# Rohm Spiro Keyless Chuck bearing verification



## tarmo120 (Jul 26, 2013)

Hi guys. I got myself a used and abused Rohm Spiro Keyless chuck with a B12 taper. It is a 0-3/8 or 0-10mm chuck.
It had the old taper broken off so I had to remove it. Damn it was stuck HARD.
I completely took the chuck apart and then was able to press it out.

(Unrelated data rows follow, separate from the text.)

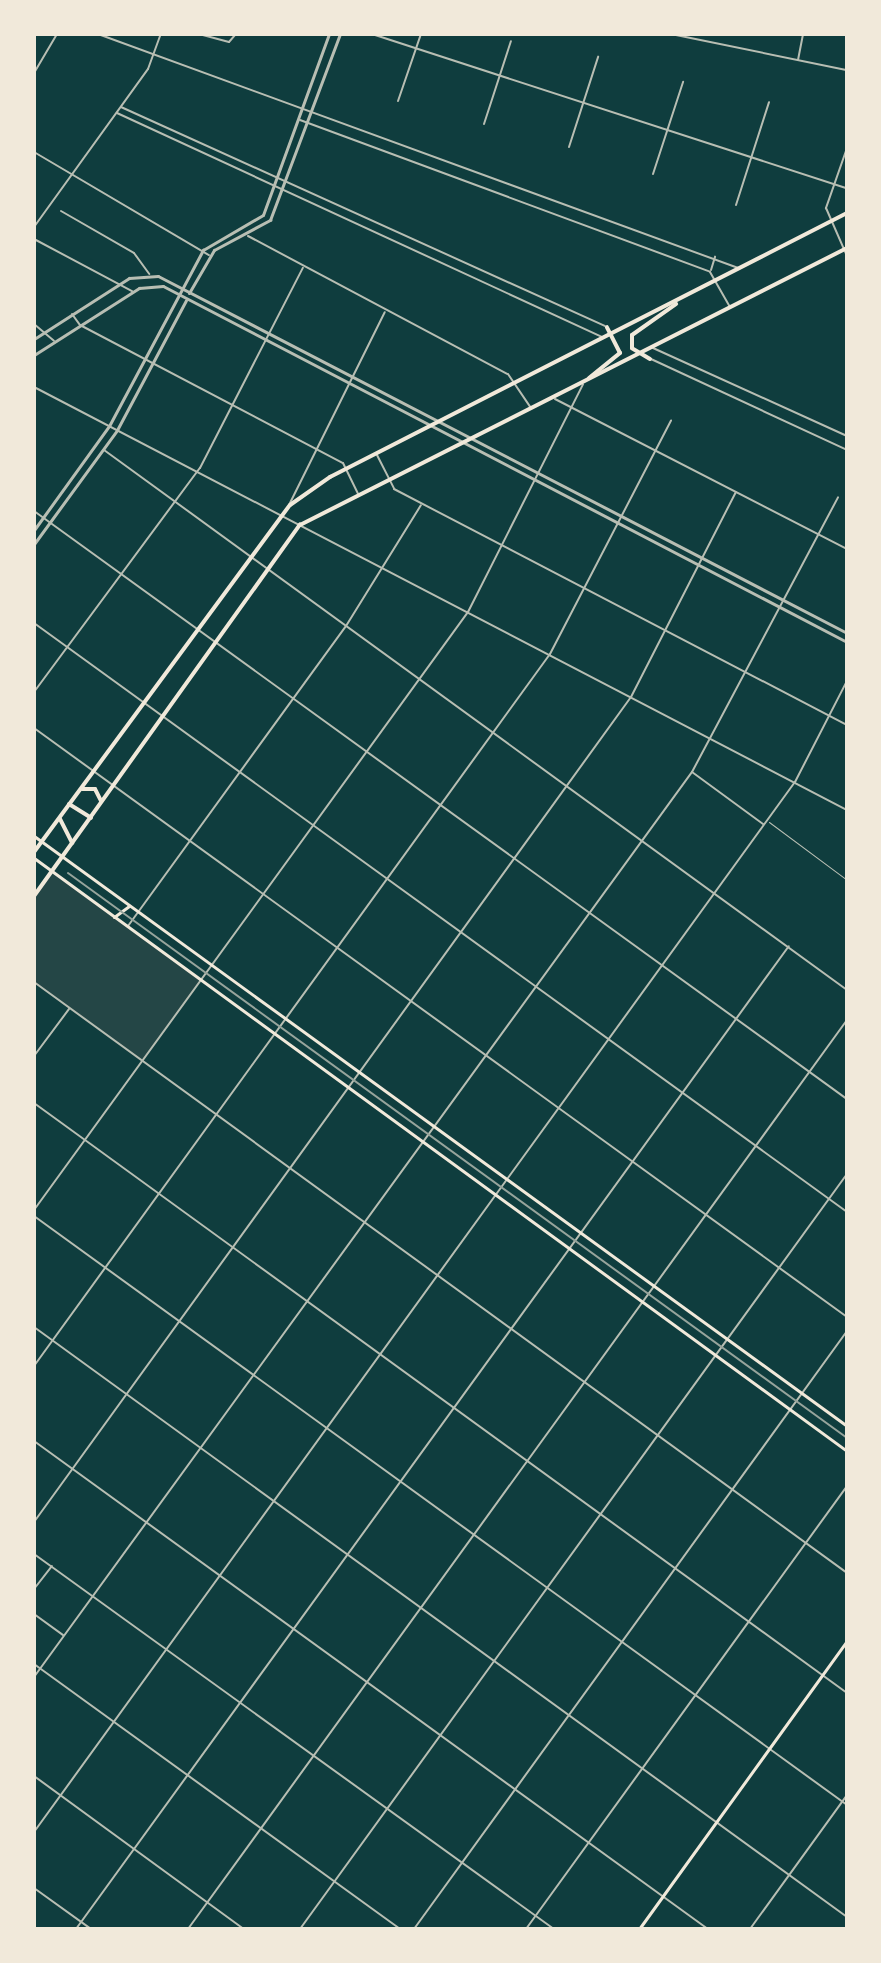 <!DOCTYPE html>
<html>
<head>
<meta charset="utf-8">
<style>
	body { margin:0 }
	#map { position:relative; width:881px; height:1963px; overflow:hidden; background:#0f3d3e; font-family:"IBM Plex Sans",sans-serif }
	div>[style] { position:absolute }
	[style*='--x'] { left:calc(var(--x)*1px); top:calc(var(--y)*1px); width:calc(var(--w)*1px); rotate:calc(var(--a)*1deg) }
	.green>* { inset:0; background:#244646 }
	.service>* { height:1px; margin:-0.5px; padding:0 0.5px; transform-origin:0.5px; border-radius:0.5px; background:#b8beb3 }
	.minor>* { height:2px; margin:-1px; padding:0 1px; transform-origin:1px; border-radius:1px; background:#b8beb3 }
	.tertiary>* { height:3px; margin:-1.5px; padding:0 1.5px; transform-origin:1.5px; border-radius:1.5px; background:#b8beb3 }
	.secondary>* { height:3px; margin:-1.5px; padding:0 1.5px; transform-origin:1.5px; border-radius:1.5px; background:#f1e9da }
	.primary>* { height:4px; margin:-2px; padding:0 2px; transform-origin:2px; border-radius:2px; background:#f1e9da }
	.tram>* { height:2px; margin:-1px; padding:0 1px; transform-origin:1px; border-radius:1px; background:#97a49c }
	span { translate:-50% -50%; white-space:nowrap; text-align:center; line-height:1.15; -webkit-text-stroke:8px #f1e9da; paint-order:stroke }
	.frame { position:absolute; inset:0; border:36px solid #f1e9da; pointer-events:none }
</style>
</head>
<body>
<div id="map">
	<div class="green">
		<i style="clip-path:polygon(52px 871px,201px 980px,142px 1062px,34px 983px,34px 896px)"></i>
	</div>
	<div class="service">
		<i style="--x:769;--y:822;--w:97;--a:36.6"></i>
	</div>
	<div class="minor">
		<i style="--x:98;--y:34;--w:681;--a:20.08"></i>
		<i style="--x:199;--y:34;--w:31;--a:15"></i>
		<i style="--x:229;--y:42;--w:11;--a:-49"></i>
		<i style="--x:372;--y:34;--w:499;--a:18"></i>
		<i style="--x:671;--y:34;--w:180;--a:11.6"></i>
		<i style="--x:798;--y:60;--w:26;--a:-79"></i>
		<i style="--x:34;--y:73;--w:45;--a:-59.5"></i>
		<i style="--x:398;--y:101;--w:71;--a:-71.1"></i>
		<i style="--x:121;--y:107;--w:531;--a:24.35"></i>
		<i style="--x:117;--y:113;--w:534;--a:24.79"></i>
		<i style="--x:300;--y:120;--w:437;--a:20.3"></i>
		<i style="--x:710;--y:272;--w:40;--a:60.3"></i>
		<i style="--x:484;--y:124;--w:87;--a:-72"></i>
		<i style="--x:569;--y:147;--w:95;--a:-72.1"></i>
		<i style="--x:847;--y:148;--w:64;--a:109.3"></i>
		<i style="--x:826;--y:208;--w:52;--a:66.4"></i>
		<i style="--x:34;--y:152;--w:203;--a:30.5"></i>
		<i style="--x:653;--y:174;--w:97;--a:-71.9"></i>
		<i style="--x:736;--y:205;--w:108;--a:-72.2"></i>
		<i style="--x:61;--y:211;--w:84;--a:29.9"></i>
		<i style="--x:134;--y:253;--w:26;--a:54"></i>
		<i style="--x:34;--y:227;--w:195;--a:-54.2"></i>
		<i style="--x:148;--y:69;--w:37;--a:-70"></i>
		<i style="--x:248;--y:236;--w:294;--a:28"></i>
		<i style="--x:508;--y:374;--w:40;--a:56"></i>
		<i style="--x:34;--y:239;--w:111;--a:28"></i>
		<i style="--x:711;--y:270;--w:14;--a:-73"></i>
		<i style="--x:72;--y:314;--w:14;--a:54"></i>
		<i style="--x:80;--y:325;--w:297;--a:27.7"></i>
		<i style="--x:343;--y:463;--w:34;--a:64"></i>
		<i style="--x:34;--y:324;--w:26;--a:40"></i>
		<i style="--x:653;--y:348;--w:213;--a:24.4"></i>
		<i style="--x:651;--y:359;--w:216;--a:24.9"></i>
		<i style="--x:34;--y:387;--w:916;--a:27.49"></i>
		<i style="--x:555;--y:399;--w:328;--a:27.2"></i>
		<i style="--x:104;--y:450;--w:919;--a:36.01"></i>
		<i style="--x:377;--y:455;--w:38;--a:63"></i>
		<i style="--x:394;--y:489;--w:511;--a:27.52"></i>
		<i style="--x:290;--y:503;--w:213;--a:-63.6"></i>
		<i style="--x:34;--y:511;--w:1003;--a:35.88"></i>
		<i style="--x:34;--y:623;--w:1004;--a:35.92"></i>
		<i style="--x:34;--y:692;--w:279;--a:-53.5"></i>
		<i style="--x:200;--y:468;--w:225;--a:-62.8"></i>
		<i style="--x:34;--y:728;--w:1004;--a:35.92"></i>
		<i style="--x:692;--y:772;--w:88;--a:36.2"></i>
		<i style="--x:128;--y:926;--w:371;--a:-54"></i>
		<i style="--x:346;--y:626;--w:142;--a:-58.2"></i>
		<i style="--x:34;--y:982;--w:1005;--a:36.01"></i>
		<i style="--x:34;--y:1056;--w:59;--a:-53.3"></i>
		<i style="--x:34;--y:1103;--w:1005;--a:35.97"></i>
		<i style="--x:34;--y:1210;--w:739;--a:-54.03"></i>
		<i style="--x:468;--y:612;--w:255;--a:-63.2"></i>
		<i style="--x:34;--y:1216;--w:1004;--a:35.92"></i>
		<i style="--x:34;--y:1327;--w:1005;--a:35.97"></i>
		<i style="--x:34;--y:1366;--w:879;--a:-54.07"></i>
		<i style="--x:550;--y:654;--w:263;--a:-62.6"></i>
		<i style="--x:34;--y:1441;--w:832;--a:35.91"></i>
		<i style="--x:34;--y:1522;--w:1018;--a:-54.11"></i>
		<i style="--x:631;--y:697;--w:230;--a:-62.9"></i>
		<i style="--x:34;--y:1554;--w:641;--a:35.8"></i>
		<i style="--x:34;--y:1589;--w:29;--a:-52"></i>
		<i style="--x:34;--y:1614;--w:36;--a:36"></i>
		<i style="--x:34;--y:1664;--w:452;--a:35.9"></i>
		<i style="--x:34;--y:1677;--w:1119;--a:-53.98"></i>
		<i style="--x:692;--y:772;--w:311;--a:-62"></i>
		<i style="--x:34;--y:1776;--w:260;--a:36.1"></i>
		<i style="--x:34;--y:1832;--w:1297;--a:-54.07"></i>
		<i style="--x:795;--y:782;--w:114;--a:-62.8"></i>
		<i style="--x:34;--y:1888;--w:70;--a:35.7"></i>
		<i style="--x:76;--y:1929;--w:1214;--a:-54.05"></i>
		<i style="--x:188;--y:1929;--w:1123;--a:-54.06"></i>
		<i style="--x:300;--y:1929;--w:932;--a:-54.08"></i>
		<i style="--x:414;--y:1929;--w:738;--a:-54.09"></i>
		<i style="--x:526;--y:1929;--w:547;--a:-54.07"></i>
		<i style="--x:750;--y:1929;--w:165;--a:-54.1"></i>
	</div>
	<div class="tertiary">
		<i style="--x:189;--y:293;--w:50;--a:-59.8"></i>
		<i style="--x:214;--y:250;--w:64;--a:-28.2"></i>
		<i style="--x:270;--y:220;--w:199;--a:-69.4"></i>
		<i style="--x:34;--y:339;--w:113;--a:-32.7"></i>
		<i style="--x:129;--y:278;--w:29;--a:-4"></i>
		<i style="--x:158;--y:276;--w:776;--a:27.39"></i>
		<i style="--x:34;--y:355;--w:125;--a:-32.5"></i>
		<i style="--x:139;--y:288;--w:24;--a:-5"></i>
		<i style="--x:163;--y:286;--w:771;--a:27.5"></i>
		<i style="--x:34;--y:530;--w:128;--a:-54.2"></i>
		<i style="--x:109;--y:426;--w:200;--a:-61.9"></i>
		<i style="--x:203;--y:250;--w:69;--a:-30.3"></i>
		<i style="--x:263;--y:215;--w:193;--a:-70"></i>
		<i style="--x:34;--y:544;--w:141;--a:-53.9"></i>
		<i style="--x:117;--y:430;--w:147;--a:-62"></i>
	</div>
	<div class="secondary">
		<i style="--x:34;--y:836;--w:1005;--a:35.97"></i>
		<i style="--x:34;--y:858;--w:1006;--a:36.11"></i>
		<i style="--x:114;--y:917;--w:19;--a:-36"></i>
		<i style="--x:639;--y:1929;--w:355;--a:-54.2"></i>
	</div>
	<div class="primary">
		<i style="--x:650;--y:359;--w:21;--a:-149"></i>
		<i style="--x:632;--y:348;--w:13;--a:-90"></i>
		<i style="--x:632;--y:335;--w:54;--a:-35.2"></i>
		<i style="--x:589;--y:378;--w:40;--a:-39"></i>
		<i style="--x:620;--y:353;--w:29;--a:-117"></i>
		<i style="--x:82;--y:789;--w:13;--a:0"></i>
		<i style="--x:95;--y:789;--w:13;--a:63"></i>
		<i style="--x:69;--y:804;--w:26;--a:32"></i>
		<i style="--x:60;--y:819;--w:27;--a:63"></i>
		<i style="--x:34;--y:852;--w:431;--a:-53.6"></i>
		<i style="--x:290;--y:505;--w:49;--a:-35"></i>
		<i style="--x:330;--y:477;--w:581;--a:-27.05"></i>
		<i style="--x:34;--y:896;--w:457;--a:-54.4"></i>
		<i style="--x:300;--y:525;--w:613;--a:-26.86"></i>
	</div>
	<div class="tram">
		<i style="--x:68;--y:873;--w:962;--a:35.95"></i>
	</div>
	<div class="frame"></div>
</div>
</body>
</html>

Now what I did notice when assembling it, that there could be one more bearing ball.
When opening I think I didn't loose any of those balls. I counted 24 pieces.
Can anyone verify the amount of balls in this chuck?
I did try to get info directly fom Rohm, but haven't got any answer so far.
If anyone wants to know how to take it apart let me know.


----------



## Bill Gruby (Jul 26, 2013)

24 is correct with a space open. That is where it looks like an extra ball goes but no it's an empty space. If you had the extra in there the chuck would not work smoothly it would bind.

 "Billy G"


----------



## Bill Gruby (Jul 26, 2013)

Let me see if Frank has any papers on them. I'll get back to you tomorrow on this. 

 "Billy G"


----------



## tarmo120 (Jul 27, 2013)

I will write an explanation in the evening whem I am near the computer. It is pretty simple though.


----------



## tarmo120 (Jul 27, 2013)

I saw a pretty good instrucion a few days ago on the Internet. But now I lost it.

Anyhow, first let's explain what part to call what.
The first part I would name is the ''Sleeve''. That is the most outer part with the knurled area and shiny taper.(nose of the chuck=
Then I there is the other knurled part that is located right on top of the taper. That would be called the ''Big Washer''. 
Next there is the ''Main Body''. That is where everything mounts to.
Then there is the ''Inner Body''. That would be where the actual arbpr would mount to and what moved the left hand bolt.

Now I did the following.

Took a piece of aluminium and put the chuck upside down in the vice. Grip only the Sleeve. Tightened until it was tight, but the chuck moved freely still.
Then took a pipe wrench and took grip by the main body. A small punch to the wrench and it was free. It is a standard right hand thread.
Now that the sleeve is off, fully open the chuck, and slide out the 3 ''fingers'' that hold the actual tool.
After that you need to hold the chuck by the main body(still upside down) and slowly pry upwards the Big Washer. It is pressed on and this is how I did it.
Once you get it off, don't remove the chuck from the vice. Take a big wrench and open up the washer that you see right under the pressed on washer. That 
washer holds the bearing balls. Once removed do not loose those balls.
And you can now pull out the inner body with fingers. I got it all loose and cleaned it and greased it.
Also got the new arbor and now I'm ready to rock'n'roll.

This might sound wrong and incorrect, but I had no info how to do this and also this is the first keyless chuck I have used.
Now I've learned what to look for next time. I only did this this way since the chuck was beat up and I had nothing to lose.
I would not suggest my method with a brand new chuck. 

Later.


----------